**Provided records:**
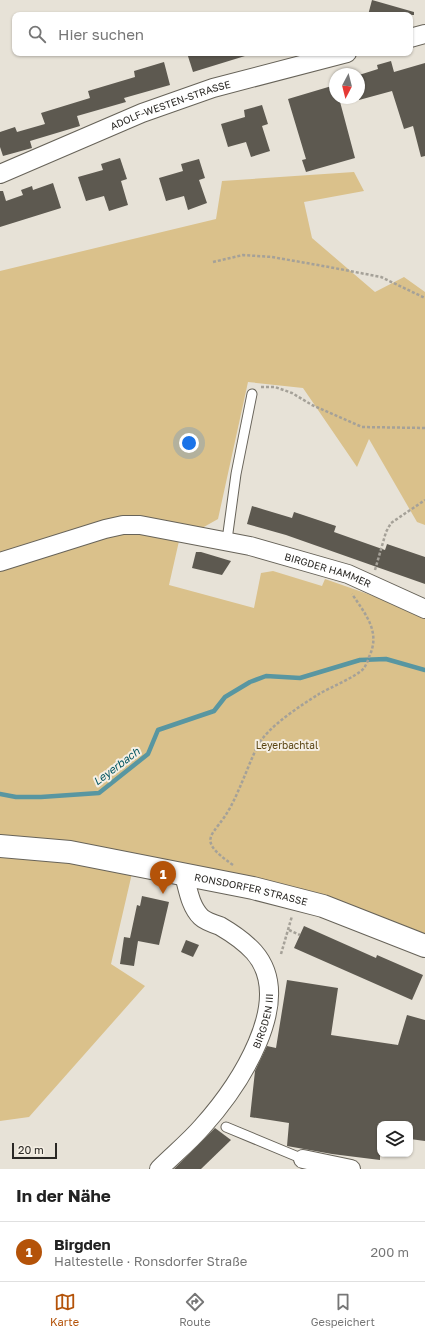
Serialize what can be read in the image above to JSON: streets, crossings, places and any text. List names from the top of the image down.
{
  "streets": {
    "main road": ["RONSDORFER STRASSE"],
    "street": ["ADOLF-WESTEN-STRASSE", "BIRGDER HAMMER", "BIRGDEN III"]
  },
  "crossings": [
    ["RONSDORFER STRASSE", "BIRGDEN III"]
  ],
  "water": ["Leyerbach"],
  "parks": ["Leyerbachtal"],
  "scale_bar": "20 m",
  "north": "bottom",
  "page": {
    "search": "Hier suchen",
    "pins": "1",
    "scale": "20 m",
    "heading": "In der Nähe",
    "list": [
      {
        "mark": "1",
        "name": "Birgden",
        "note": "Haltestelle · Ronsdorfer Straße",
        "value": "200 m"
      }
    ],
    "nav": ["Karte", "Route", "Gespeichert"]
  }
}
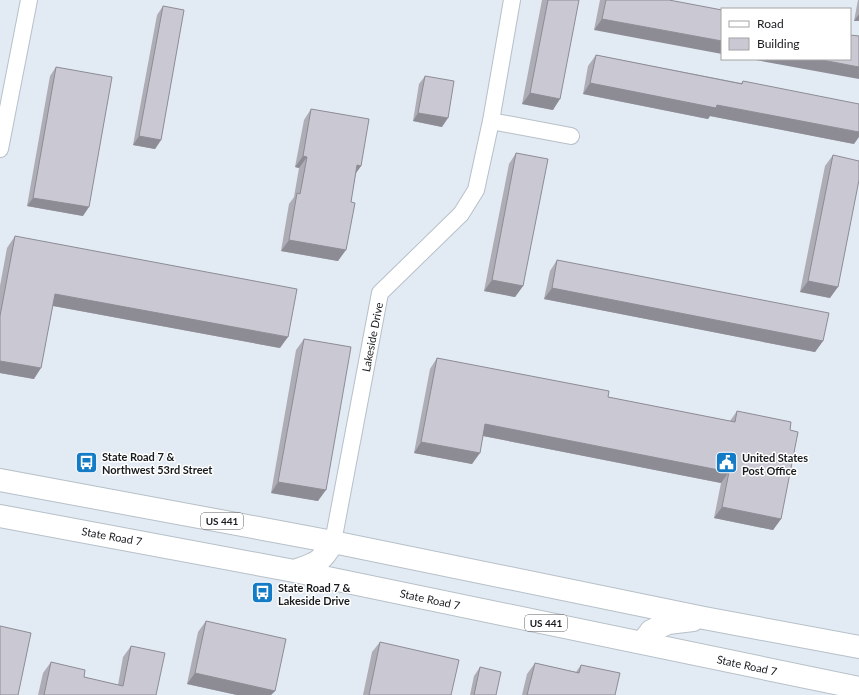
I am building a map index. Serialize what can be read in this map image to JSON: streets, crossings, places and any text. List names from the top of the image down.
{
  "streets": {
    "main road": ["US 441", "State Road 7"],
    "street": ["Lakeside Drive"]
  },
  "crossings": [
    ["Lakeside Drive", "US 441"]
  ],
  "places": {
    "bus stop": ["State Road 7 & Northwest 53rd Street", "State Road 7 & Lakeside Drive"],
    "public building": ["United States Post Office"]
  },
  "legend": ["Road", "Building"]
}
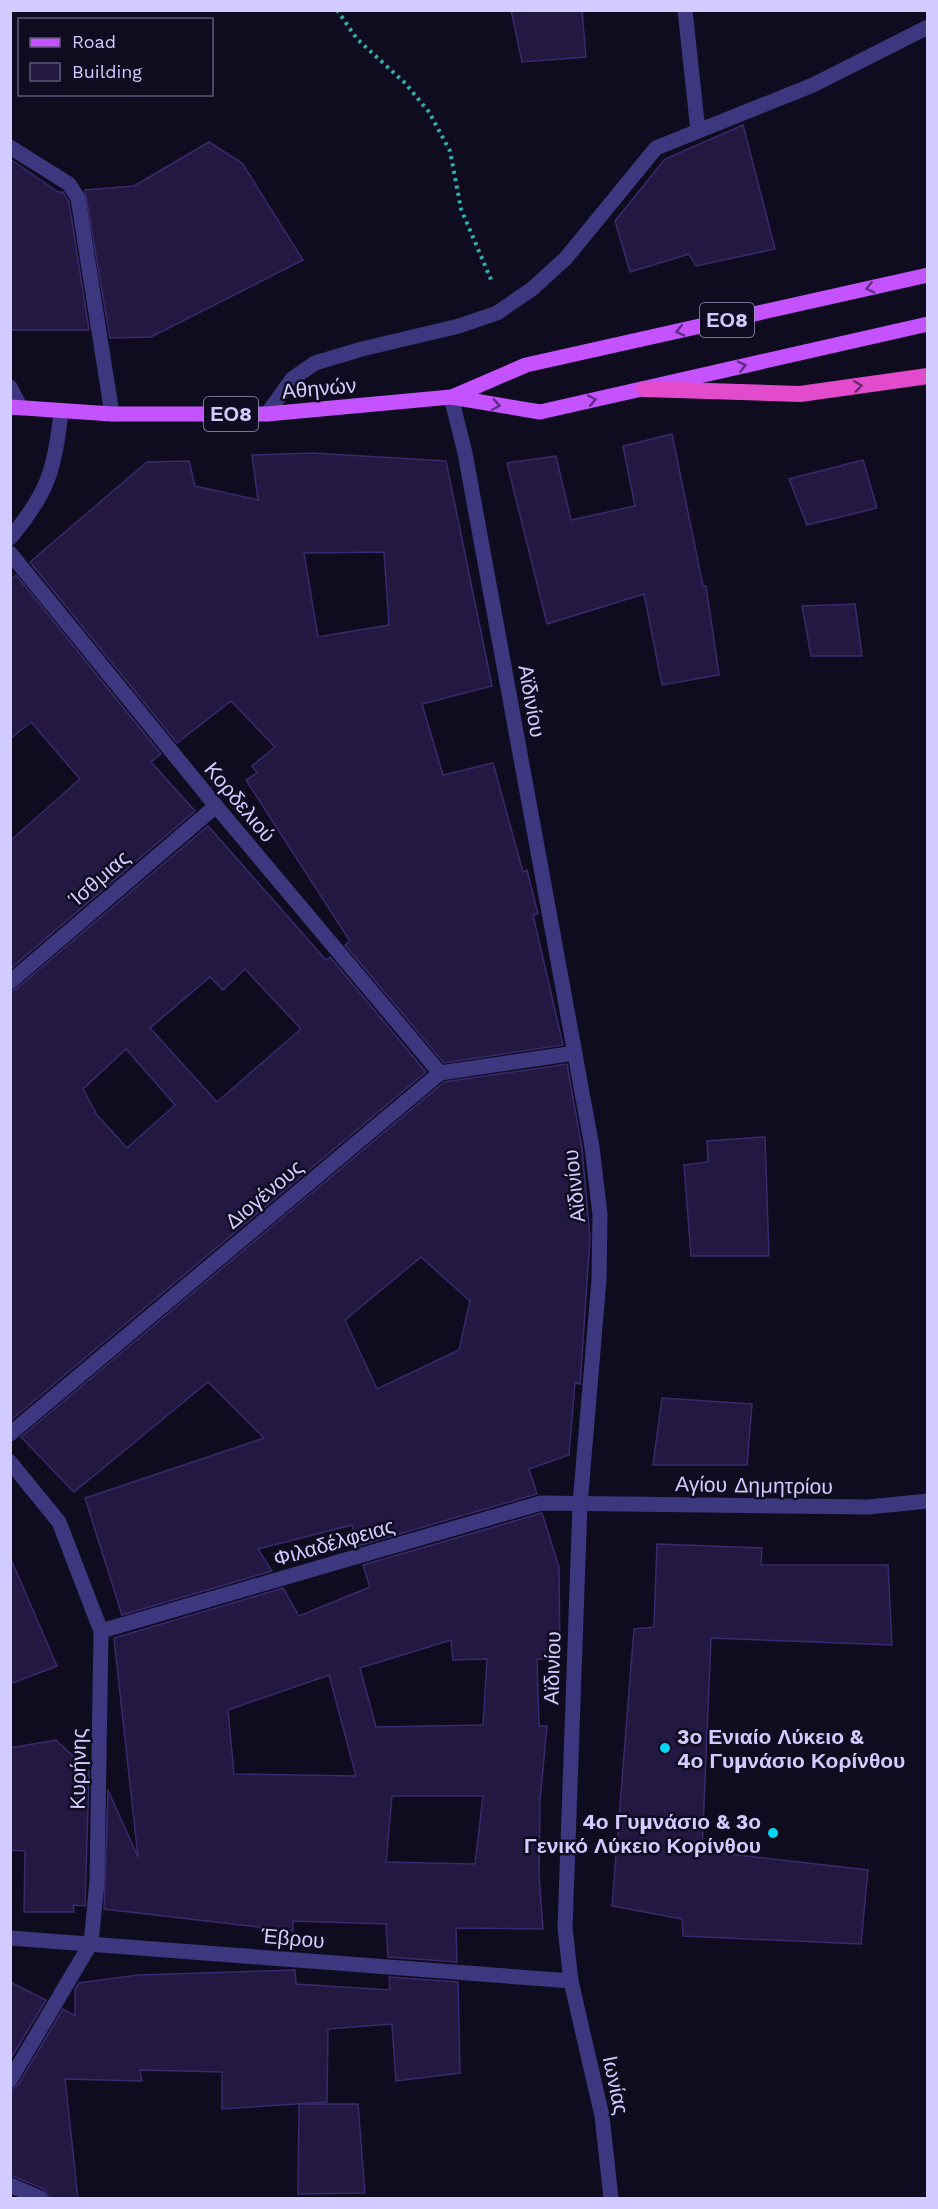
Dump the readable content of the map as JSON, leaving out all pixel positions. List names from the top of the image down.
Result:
{
  "streets": {
    "main road": ["ΕΟ8", "Αθηνών"],
    "street": [
      "Αϊδινίου",
      "Κορδελιού",
      "Ίσθμιας",
      "Διογένους",
      "Αγίου Δημητρίου",
      "Φιλαδέλφειας",
      "Κυρήνης",
      "Έβρου",
      "Ιωνίας"
    ]
  },
  "crossings": [
    ["ΕΟ8", "Αθηνών"],
    ["ΕΟ8", "Αϊδινίου"],
    ["Αθηνών", "Αϊδινίου"],
    ["Αϊδινίου", "Αγίου Δημητρίου"],
    ["Αϊδινίου", "Φιλαδέλφειας"],
    ["Αϊδινίου", "Έβρου"],
    ["Αϊδινίου", "Ιωνίας"],
    ["Κορδελιού", "Ίσθμιας"],
    ["Κορδελιού", "Διογένους"],
    ["Αγίου Δημητρίου", "Φιλαδέλφειας"],
    ["Φιλαδέλφειας", "Κυρήνης"],
    ["Κυρήνης", "Έβρου"],
    ["Έβρου", "Ιωνίας"]
  ],
  "places": ["3ο Ενιαίο Λύκειο & 4ο Γυμνάσιο Κορίνθου", "4ο Γυμνάσιο & 3ο Γενικό Λύκειο Κορίνθου"],
  "legend": ["Road", "Building"]
}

**Directions:** Copy, word for word, the line that contains "Dump the readable" and every line after it through the end of the records, and nothing else.

**Solution to this problem:**
Dump the readable content of the map as JSON, leaving out all pixel positions. List names from the top of the image down.
Result:
{
  "streets": {
    "main road": ["ΕΟ8", "Αθηνών"],
    "street": [
      "Αϊδινίου",
      "Κορδελιού",
      "Ίσθμιας",
      "Διογένους",
      "Αγίου Δημητρίου",
      "Φιλαδέλφειας",
      "Κυρήνης",
      "Έβρου",
      "Ιωνίας"
    ]
  },
  "crossings": [
    ["ΕΟ8", "Αθηνών"],
    ["ΕΟ8", "Αϊδινίου"],
    ["Αθηνών", "Αϊδινίου"],
    ["Αϊδινίου", "Αγίου Δημητρίου"],
    ["Αϊδινίου", "Φιλαδέλφειας"],
    ["Αϊδινίου", "Έβρου"],
    ["Αϊδινίου", "Ιωνίας"],
    ["Κορδελιού", "Ίσθμιας"],
    ["Κορδελιού", "Διογένους"],
    ["Αγίου Δημητρίου", "Φιλαδέλφειας"],
    ["Φιλαδέλφειας", "Κυρήνης"],
    ["Κυρήνης", "Έβρου"],
    ["Έβρου", "Ιωνίας"]
  ],
  "places": ["3ο Ενιαίο Λύκειο & 4ο Γυμνάσιο Κορίνθου", "4ο Γυμνάσιο & 3ο Γενικό Λύκειο Κορίνθου"],
  "legend": ["Road", "Building"]
}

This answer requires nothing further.